◆ Exercise objective: Only lines containing the word "JSON" are needed; pull them out of the material.

::: Materials provided

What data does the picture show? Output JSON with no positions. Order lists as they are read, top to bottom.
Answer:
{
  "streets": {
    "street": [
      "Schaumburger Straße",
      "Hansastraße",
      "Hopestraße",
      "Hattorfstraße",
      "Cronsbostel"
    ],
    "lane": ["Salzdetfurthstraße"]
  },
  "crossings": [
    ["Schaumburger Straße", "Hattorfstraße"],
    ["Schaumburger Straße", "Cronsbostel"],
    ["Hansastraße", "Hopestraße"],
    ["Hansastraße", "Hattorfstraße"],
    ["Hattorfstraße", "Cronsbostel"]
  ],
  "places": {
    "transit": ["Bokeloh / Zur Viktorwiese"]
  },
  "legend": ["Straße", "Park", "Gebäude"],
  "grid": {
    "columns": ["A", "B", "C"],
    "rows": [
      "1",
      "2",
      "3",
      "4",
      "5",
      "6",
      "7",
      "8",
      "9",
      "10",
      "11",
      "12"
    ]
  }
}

::::::
::: Materials provided

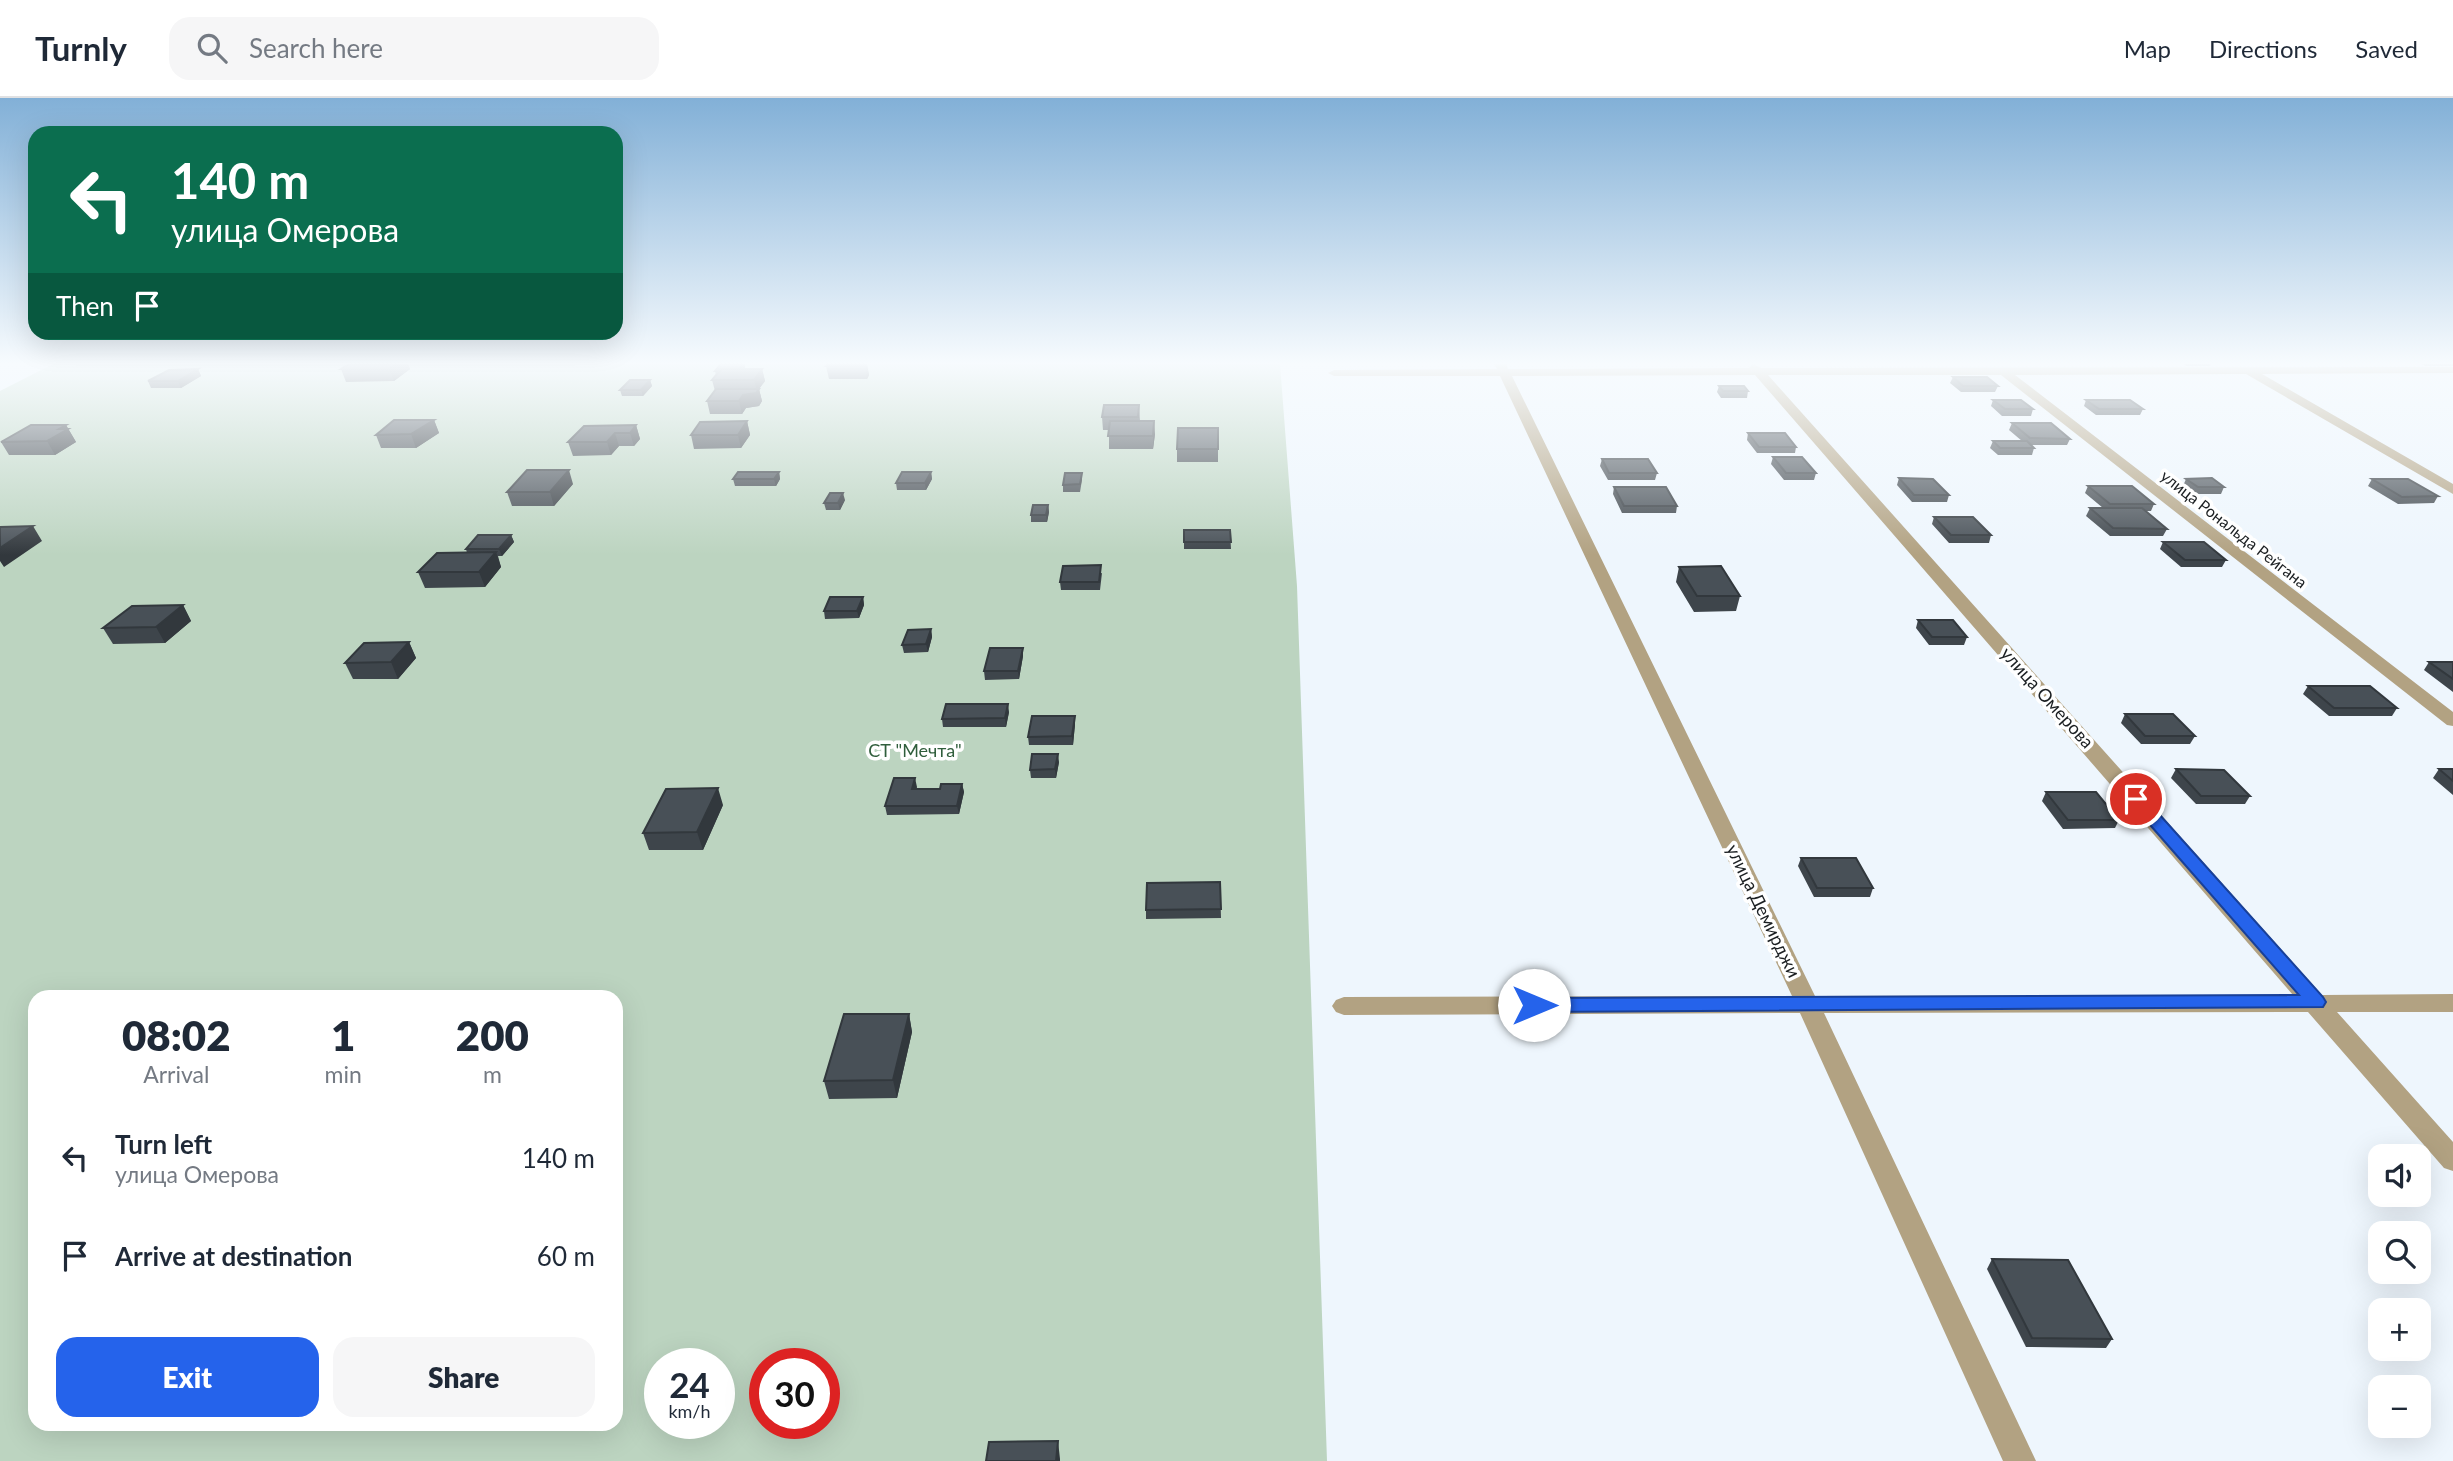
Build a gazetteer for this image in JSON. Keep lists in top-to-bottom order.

::::::

◆ Result of this task:
What data does the picture show? Output JSON with no positions. Order lists as they are read, top to bottom.
Build a gazetteer for this image in JSON. Keep lists in top-to-bottom order.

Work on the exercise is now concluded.